§ **Data to process**:

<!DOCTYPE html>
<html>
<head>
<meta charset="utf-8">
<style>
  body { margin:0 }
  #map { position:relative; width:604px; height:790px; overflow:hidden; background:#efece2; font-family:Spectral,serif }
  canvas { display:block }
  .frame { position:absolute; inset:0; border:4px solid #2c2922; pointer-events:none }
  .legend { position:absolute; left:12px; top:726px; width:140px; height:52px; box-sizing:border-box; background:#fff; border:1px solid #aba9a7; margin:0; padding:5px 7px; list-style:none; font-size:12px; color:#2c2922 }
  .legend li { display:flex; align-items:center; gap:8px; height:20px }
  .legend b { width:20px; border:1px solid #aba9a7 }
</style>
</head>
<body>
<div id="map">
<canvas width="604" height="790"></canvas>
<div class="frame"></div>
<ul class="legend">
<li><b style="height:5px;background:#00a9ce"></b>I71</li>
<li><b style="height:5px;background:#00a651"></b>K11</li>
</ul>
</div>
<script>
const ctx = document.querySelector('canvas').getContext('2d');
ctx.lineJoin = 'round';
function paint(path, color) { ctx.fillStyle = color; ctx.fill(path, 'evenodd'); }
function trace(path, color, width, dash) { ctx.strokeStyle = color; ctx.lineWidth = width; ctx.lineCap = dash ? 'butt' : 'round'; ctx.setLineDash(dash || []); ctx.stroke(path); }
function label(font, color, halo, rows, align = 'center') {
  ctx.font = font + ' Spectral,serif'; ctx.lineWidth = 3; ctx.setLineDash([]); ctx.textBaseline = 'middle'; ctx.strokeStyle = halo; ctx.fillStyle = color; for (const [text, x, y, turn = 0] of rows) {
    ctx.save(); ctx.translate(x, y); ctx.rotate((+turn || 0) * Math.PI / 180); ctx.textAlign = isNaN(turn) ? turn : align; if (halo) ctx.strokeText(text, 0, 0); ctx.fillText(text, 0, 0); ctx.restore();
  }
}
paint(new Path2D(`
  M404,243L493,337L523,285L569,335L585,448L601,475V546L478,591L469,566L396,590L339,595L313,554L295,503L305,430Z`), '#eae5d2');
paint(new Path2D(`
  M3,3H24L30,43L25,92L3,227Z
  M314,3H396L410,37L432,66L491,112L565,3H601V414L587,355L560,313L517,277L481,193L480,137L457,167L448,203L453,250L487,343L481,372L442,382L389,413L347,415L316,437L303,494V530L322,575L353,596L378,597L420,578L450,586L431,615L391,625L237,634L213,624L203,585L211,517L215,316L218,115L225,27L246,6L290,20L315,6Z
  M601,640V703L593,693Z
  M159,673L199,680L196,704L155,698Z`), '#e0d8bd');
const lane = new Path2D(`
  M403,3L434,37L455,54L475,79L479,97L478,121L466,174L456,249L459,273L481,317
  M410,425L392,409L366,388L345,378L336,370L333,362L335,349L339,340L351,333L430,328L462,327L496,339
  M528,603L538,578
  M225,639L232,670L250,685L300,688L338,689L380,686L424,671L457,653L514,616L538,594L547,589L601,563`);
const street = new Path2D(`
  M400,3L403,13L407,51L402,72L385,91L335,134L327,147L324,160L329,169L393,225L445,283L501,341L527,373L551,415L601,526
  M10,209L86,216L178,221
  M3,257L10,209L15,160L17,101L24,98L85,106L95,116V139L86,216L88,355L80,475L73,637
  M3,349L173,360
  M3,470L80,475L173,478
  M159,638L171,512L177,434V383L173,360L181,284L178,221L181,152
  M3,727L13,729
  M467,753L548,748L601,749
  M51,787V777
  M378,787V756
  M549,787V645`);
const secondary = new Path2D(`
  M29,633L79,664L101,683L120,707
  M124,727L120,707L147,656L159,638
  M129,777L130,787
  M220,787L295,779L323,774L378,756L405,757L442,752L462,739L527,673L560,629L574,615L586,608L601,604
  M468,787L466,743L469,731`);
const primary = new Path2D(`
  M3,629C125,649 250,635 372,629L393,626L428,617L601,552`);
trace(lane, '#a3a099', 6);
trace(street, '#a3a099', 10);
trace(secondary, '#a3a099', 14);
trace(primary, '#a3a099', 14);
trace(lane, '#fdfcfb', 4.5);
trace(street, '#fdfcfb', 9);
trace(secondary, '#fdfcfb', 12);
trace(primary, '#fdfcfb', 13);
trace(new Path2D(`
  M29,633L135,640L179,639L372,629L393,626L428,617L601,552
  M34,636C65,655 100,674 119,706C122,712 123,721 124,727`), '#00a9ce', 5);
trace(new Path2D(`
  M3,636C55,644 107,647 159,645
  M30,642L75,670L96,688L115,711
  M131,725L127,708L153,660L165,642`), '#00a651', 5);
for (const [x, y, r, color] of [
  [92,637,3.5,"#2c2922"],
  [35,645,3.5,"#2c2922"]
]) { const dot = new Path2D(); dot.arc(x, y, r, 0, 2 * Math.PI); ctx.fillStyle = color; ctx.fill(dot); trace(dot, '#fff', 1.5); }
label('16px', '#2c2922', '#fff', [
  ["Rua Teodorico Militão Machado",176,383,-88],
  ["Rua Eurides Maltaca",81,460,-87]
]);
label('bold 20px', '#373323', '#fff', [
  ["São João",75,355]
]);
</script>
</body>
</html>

§ **Exercise directions**: Would you please return every line in the listing where "canvas" shows up?

§ **Task output**:
  canvas { display:block }
<canvas width="604" height="790"></canvas>
const ctx = document.querySelector('canvas').getContext('2d');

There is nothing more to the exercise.